The presence of a blueshifted large scale outflow to the northeast of FU Ori, as well as a redshifted counterpart to the southwest, will be presented in a future work (Hales et al. 2019, in preparation). Assuming that the outflow is launched from the FU Ori north disk implies that the near side of the disk is to the southwest. The evidence for rotation seen in the 12CO channel maps allows us to infer a counterclockwise disk rotation in the plane of the sky. Figure 4 shows a cartoon representation of the inferred geometries of the FU Ori binary. The inclinations and PAs correspond to those calculated from the continuum image. The kinematics of each disk, inferred from the 12CO channel maps, are shown as a red/blue gradient. In the case of FU Ori south, the disk's near/far side and the sense of rotation are unknown.

Figure 4.

Figure 4. Cartoon representation showing the geometry and the kinematics of the FU Ori system. The disks are scaled up to aid visualization. The inclination and position angles are as inferred from the continuum image. The kinematics (blue/red gradient) are consistent with the 12CO channel maps. The inner holes are drawn for aesthetic reasons.

Standard image High-resolution image

5. Discussion

5.1. FU Ori Disk Sizes and Masses

Modeling of the continuum emission yields disk sizes with a characteristic radius of ∼11 au for both components. These small disk sizes are comparable to those of protostellar disks, which have typical radii of less than 10 au at 8 mm (Segura-Cox et al. 2018). The slope of the density distribution of each FU Ori disk is ∼0.4, closer to T Tauri disks (Andrews et al. 2010) than other FUor sources observed at 1.3 mm (Cieza et al. 2018). The dust masses and disk sizes inferred from the RT modeling are small compared to the continuum emission from other FUor and EX Lupi objects (EXor) sources. Cieza et al. (2018) fit the continuum emission of eight FUor and EXor targets (their Figure 6), and found that FUor are more massive than EXor. Interestingly, our resolved observations of FU Ori north and south suggest that the FUor prototype system has dust masses comparable to the EXor sources in the sample in Cieza et al. (2018).
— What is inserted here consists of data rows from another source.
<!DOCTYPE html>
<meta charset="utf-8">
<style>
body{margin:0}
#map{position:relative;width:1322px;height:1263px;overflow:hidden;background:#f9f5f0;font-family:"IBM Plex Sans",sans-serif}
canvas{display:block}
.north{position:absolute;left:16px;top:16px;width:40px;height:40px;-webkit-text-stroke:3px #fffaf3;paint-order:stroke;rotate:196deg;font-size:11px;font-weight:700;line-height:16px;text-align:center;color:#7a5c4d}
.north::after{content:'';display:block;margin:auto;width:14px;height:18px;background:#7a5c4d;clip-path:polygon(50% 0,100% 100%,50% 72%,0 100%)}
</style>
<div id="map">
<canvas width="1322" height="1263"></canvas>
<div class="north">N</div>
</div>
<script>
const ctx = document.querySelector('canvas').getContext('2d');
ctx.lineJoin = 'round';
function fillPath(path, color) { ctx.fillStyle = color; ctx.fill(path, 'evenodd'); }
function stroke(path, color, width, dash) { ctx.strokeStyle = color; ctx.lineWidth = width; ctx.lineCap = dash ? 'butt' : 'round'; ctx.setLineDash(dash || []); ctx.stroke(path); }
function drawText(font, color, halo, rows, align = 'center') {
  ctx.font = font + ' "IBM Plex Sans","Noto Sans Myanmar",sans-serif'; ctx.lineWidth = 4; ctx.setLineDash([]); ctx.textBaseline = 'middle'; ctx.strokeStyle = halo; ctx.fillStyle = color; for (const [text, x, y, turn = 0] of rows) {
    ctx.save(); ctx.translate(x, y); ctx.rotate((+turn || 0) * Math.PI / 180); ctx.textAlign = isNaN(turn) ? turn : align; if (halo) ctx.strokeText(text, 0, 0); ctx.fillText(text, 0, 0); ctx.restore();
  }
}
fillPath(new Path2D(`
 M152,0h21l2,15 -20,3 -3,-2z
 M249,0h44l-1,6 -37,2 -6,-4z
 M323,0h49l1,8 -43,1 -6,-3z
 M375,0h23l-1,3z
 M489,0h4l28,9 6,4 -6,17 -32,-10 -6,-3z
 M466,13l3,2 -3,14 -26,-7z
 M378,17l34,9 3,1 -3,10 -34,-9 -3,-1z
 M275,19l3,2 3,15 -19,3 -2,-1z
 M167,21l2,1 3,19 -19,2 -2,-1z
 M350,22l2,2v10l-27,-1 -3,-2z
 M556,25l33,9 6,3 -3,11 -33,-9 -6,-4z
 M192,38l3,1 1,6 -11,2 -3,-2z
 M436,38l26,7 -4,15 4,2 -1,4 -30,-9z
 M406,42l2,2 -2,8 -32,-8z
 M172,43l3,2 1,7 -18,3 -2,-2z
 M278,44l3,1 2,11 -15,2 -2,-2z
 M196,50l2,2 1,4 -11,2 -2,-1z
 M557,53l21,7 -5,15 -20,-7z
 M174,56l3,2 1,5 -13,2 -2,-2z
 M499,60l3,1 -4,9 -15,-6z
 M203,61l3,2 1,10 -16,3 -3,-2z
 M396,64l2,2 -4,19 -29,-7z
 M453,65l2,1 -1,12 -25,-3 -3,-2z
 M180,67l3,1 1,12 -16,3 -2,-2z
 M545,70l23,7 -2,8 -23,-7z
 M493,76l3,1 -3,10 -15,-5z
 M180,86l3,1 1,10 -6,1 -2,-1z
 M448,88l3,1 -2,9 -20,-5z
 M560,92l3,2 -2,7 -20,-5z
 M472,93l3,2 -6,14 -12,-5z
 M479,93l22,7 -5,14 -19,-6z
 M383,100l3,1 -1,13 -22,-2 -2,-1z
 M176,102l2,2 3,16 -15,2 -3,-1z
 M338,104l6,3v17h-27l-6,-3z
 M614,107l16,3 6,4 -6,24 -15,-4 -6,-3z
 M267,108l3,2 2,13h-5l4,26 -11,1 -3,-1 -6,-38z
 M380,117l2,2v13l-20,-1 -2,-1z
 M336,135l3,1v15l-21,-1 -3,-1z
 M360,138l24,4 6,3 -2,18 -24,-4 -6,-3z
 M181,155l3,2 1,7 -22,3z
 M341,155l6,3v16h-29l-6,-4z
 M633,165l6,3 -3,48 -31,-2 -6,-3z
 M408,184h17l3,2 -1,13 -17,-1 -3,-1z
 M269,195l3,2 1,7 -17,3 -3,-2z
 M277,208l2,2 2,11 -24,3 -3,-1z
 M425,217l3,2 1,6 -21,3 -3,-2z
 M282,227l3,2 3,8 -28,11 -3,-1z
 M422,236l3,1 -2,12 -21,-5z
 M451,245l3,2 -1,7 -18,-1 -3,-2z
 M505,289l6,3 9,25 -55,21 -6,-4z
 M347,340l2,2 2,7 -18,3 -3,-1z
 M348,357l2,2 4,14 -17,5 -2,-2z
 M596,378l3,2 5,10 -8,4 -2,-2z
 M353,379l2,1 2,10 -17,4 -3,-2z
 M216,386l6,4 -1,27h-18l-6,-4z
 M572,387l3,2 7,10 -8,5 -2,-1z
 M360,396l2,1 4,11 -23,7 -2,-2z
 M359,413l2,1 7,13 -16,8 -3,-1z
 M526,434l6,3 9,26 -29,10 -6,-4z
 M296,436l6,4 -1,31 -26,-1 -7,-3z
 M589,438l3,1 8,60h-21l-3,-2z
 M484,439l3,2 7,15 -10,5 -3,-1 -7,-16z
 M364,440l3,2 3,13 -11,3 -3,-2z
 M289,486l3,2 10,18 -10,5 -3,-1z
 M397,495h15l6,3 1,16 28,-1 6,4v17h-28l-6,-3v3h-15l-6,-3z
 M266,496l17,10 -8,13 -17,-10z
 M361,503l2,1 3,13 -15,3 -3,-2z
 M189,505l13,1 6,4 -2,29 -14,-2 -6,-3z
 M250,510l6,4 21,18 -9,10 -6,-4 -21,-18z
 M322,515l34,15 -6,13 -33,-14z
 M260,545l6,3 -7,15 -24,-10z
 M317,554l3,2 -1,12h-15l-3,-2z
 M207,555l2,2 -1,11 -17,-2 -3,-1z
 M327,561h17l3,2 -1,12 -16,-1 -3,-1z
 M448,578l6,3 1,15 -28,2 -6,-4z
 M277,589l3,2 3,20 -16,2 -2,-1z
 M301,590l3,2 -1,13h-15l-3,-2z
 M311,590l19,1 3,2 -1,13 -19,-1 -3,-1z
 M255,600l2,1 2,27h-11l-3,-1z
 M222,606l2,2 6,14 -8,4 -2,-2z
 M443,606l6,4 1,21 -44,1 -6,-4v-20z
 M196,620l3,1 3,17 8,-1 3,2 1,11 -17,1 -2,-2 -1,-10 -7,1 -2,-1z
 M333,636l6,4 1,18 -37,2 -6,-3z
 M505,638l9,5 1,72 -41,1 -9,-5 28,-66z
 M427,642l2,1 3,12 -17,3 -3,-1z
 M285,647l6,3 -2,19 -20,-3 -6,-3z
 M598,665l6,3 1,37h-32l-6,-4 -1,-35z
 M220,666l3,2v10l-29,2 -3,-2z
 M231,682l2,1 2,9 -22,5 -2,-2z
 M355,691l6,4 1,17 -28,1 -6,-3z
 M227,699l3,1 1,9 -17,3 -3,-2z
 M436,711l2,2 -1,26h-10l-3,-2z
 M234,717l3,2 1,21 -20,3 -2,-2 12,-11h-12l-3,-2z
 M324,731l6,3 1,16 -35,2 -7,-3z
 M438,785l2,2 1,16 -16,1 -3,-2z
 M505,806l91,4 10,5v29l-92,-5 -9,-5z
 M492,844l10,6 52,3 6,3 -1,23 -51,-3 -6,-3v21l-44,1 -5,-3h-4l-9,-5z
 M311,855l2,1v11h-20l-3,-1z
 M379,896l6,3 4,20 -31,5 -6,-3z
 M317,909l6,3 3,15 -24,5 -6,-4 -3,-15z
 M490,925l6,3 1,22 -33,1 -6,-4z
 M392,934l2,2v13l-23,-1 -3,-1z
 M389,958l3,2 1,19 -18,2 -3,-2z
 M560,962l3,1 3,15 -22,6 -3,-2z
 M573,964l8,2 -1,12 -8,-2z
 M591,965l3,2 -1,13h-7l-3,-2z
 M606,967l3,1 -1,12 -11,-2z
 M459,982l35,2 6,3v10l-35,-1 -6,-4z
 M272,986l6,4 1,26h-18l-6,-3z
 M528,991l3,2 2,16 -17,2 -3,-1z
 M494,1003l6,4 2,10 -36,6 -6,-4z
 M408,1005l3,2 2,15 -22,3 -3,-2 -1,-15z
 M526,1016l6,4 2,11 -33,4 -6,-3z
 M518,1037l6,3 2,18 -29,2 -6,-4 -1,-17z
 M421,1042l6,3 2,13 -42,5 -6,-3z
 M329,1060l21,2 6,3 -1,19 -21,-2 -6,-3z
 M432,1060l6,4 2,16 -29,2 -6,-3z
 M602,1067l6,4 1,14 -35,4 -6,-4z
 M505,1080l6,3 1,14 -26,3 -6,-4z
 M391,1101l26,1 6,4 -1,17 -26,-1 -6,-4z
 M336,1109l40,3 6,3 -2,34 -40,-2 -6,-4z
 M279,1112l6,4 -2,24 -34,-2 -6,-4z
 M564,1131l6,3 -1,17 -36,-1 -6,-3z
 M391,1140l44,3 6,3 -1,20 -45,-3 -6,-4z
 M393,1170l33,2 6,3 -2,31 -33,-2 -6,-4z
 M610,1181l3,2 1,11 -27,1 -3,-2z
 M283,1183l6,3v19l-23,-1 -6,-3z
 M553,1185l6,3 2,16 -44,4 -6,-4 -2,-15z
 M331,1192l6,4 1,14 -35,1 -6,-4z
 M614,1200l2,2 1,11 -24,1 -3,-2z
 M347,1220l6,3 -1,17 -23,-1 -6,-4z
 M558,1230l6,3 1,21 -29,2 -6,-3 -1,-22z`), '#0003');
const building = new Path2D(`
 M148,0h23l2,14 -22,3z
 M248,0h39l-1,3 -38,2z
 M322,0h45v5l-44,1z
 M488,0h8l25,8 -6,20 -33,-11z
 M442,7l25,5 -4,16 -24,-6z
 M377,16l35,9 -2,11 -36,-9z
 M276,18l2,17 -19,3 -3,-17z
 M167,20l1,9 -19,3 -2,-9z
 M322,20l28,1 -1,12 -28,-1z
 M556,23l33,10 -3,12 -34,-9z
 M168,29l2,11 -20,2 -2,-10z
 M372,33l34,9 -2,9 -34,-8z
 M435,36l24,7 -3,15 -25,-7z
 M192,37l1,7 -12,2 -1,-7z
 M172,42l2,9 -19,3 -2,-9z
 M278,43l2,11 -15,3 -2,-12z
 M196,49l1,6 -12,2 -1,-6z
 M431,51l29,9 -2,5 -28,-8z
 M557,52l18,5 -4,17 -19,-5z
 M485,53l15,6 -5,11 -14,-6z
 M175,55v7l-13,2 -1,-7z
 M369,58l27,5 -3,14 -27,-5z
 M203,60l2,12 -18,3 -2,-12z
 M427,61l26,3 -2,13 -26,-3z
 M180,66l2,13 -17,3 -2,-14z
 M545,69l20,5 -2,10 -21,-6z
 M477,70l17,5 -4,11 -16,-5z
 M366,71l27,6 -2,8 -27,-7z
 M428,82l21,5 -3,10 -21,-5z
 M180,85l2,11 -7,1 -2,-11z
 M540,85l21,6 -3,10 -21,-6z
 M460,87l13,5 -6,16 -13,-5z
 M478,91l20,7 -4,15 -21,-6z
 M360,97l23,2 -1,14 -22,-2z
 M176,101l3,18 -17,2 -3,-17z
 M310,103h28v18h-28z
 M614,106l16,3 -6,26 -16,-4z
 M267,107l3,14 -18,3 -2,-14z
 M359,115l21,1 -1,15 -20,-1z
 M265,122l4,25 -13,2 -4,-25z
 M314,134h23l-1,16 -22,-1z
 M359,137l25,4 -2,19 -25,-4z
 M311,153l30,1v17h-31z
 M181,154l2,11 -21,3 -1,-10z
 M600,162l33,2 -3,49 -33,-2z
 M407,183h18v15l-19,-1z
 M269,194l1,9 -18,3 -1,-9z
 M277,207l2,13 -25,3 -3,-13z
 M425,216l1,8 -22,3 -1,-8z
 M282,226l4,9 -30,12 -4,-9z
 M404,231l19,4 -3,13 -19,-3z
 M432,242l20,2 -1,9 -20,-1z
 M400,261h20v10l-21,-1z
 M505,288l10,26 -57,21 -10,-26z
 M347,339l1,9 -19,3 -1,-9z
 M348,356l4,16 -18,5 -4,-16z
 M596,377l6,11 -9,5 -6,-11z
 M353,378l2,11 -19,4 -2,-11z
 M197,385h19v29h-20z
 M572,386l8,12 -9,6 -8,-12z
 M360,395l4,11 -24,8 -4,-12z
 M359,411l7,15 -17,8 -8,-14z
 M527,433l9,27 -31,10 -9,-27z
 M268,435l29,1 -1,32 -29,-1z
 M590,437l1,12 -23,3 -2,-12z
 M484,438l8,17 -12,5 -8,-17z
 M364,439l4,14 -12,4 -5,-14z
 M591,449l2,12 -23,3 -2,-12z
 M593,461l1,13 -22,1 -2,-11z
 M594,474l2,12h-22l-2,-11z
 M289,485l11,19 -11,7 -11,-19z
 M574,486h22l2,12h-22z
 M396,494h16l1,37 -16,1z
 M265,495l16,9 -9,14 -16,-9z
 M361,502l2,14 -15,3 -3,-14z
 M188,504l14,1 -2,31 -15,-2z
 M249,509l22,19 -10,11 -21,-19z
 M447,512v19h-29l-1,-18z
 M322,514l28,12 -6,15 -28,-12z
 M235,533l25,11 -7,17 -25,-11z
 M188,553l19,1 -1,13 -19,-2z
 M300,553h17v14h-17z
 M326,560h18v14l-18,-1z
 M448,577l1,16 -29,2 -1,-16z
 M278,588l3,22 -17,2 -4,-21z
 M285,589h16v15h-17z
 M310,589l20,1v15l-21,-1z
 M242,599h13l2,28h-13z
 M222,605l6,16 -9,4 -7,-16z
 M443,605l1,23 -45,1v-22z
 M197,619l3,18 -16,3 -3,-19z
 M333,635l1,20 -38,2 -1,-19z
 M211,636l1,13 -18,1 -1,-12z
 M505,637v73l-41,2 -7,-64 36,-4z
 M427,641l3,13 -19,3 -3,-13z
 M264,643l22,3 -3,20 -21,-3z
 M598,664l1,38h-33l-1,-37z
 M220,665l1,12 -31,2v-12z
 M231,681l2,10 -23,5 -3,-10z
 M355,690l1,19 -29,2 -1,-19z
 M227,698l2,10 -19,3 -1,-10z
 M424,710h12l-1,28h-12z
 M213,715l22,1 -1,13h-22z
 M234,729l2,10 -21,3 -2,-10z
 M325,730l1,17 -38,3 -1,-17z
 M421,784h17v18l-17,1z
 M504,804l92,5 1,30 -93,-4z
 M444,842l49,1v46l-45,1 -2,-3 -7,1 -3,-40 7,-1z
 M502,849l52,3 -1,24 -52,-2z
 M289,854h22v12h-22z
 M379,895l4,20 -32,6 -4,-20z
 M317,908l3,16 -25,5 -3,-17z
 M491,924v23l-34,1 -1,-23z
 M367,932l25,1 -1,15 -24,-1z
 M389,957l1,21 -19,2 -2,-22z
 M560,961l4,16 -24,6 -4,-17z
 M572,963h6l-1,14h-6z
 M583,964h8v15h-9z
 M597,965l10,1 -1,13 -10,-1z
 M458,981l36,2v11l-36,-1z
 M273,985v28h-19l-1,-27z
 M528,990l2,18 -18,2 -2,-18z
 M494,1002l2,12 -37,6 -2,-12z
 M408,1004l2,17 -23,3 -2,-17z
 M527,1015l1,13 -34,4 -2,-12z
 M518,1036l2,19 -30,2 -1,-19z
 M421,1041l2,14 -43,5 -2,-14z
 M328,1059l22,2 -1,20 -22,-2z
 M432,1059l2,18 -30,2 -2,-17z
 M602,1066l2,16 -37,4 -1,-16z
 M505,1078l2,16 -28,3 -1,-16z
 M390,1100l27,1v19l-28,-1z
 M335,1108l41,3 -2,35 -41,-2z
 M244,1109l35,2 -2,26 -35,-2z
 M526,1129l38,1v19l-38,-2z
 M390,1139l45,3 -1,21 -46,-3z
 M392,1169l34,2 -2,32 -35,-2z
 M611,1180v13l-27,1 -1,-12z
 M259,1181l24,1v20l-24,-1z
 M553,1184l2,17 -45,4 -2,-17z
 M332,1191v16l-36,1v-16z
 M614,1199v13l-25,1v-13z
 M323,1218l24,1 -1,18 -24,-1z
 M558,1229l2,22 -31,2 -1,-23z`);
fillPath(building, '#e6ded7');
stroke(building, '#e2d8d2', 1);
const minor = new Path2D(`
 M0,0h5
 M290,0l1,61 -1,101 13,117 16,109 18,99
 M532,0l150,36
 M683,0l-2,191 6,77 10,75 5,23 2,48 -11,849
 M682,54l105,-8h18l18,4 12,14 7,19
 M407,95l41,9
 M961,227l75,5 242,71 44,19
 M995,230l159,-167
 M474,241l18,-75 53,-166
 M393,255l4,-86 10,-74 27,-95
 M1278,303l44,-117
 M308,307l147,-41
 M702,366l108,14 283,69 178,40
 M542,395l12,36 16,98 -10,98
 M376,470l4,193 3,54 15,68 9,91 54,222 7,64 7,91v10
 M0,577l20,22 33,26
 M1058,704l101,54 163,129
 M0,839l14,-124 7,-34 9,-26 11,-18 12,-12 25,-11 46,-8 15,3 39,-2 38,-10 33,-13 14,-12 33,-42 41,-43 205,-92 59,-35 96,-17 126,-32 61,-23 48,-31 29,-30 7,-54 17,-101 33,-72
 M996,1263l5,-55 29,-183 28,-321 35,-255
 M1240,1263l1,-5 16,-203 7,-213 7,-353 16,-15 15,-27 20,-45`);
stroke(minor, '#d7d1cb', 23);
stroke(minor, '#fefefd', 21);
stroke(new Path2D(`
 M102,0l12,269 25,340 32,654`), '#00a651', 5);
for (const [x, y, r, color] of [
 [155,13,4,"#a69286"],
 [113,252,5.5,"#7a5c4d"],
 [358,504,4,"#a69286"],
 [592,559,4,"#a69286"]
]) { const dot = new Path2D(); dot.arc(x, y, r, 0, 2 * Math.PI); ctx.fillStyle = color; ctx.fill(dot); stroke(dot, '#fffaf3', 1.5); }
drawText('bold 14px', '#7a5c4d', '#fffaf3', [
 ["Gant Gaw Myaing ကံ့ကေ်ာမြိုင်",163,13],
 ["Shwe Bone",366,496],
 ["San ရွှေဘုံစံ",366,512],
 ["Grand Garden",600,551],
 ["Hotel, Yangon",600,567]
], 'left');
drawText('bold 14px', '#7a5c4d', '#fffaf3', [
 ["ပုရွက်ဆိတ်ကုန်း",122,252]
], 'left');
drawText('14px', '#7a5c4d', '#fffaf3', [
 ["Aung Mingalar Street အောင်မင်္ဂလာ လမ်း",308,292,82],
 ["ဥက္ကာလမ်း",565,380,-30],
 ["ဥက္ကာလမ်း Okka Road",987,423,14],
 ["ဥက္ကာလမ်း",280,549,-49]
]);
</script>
5.2. Update on the FU Ori Accretion Disk Model

With the assumption that the inclination of FU Ori north is 55, previous SED fitting to its optical–IR spectrum suggests that FU Ori north harbors a disk accreting at a rate of $\dot{M}\approx 2.4\times {10}^{-4}$ M yr−1 around a 0.3 M star (Zhu et al. 2007). The inner radius is 5 R in this accretion disk model. Our observations presented here suggest an inclination angle of ∼35. This new inclination allows us to update the disk and star parameters for FU Ori north. First, to produce the same line width that explains the optical spectrum of FU Ori (Zhu et al. 2009), the stellar mass has to increase to 0.6 M. With the smaller inclination angle, the disk luminosity is only 70% of the previous estimate, which leads to 84% of the previous disk inner radius and 59% of the previous $M\,\dot{M}$ value. Thus, the disk inner radius is 3.5 R and $\dot{M}$ is 3.8 × 10−5 M yr−1 with the new central star mass.

Given the very low mass of the disks and the high accretion rate inferred above, the accretion event must last for a short time compared to the disk lifetime. The high accretion rate suggests that the mechanism behind the outbursts in luminosity happens in an episodic way. There is the possibility that the disk mass is replenished efficiently by inflow of material from the cloud or by cloudlet capture (e.g., Dullemond et al. 2019). Our observations do not rule out the presence of inflowing material and we hope to further explore this scenario in follow-up observations connecting the large scale outflows with higher sensitivity and resolution local kinematics. In the following subsection we discuss the possibility of interaction scenarios.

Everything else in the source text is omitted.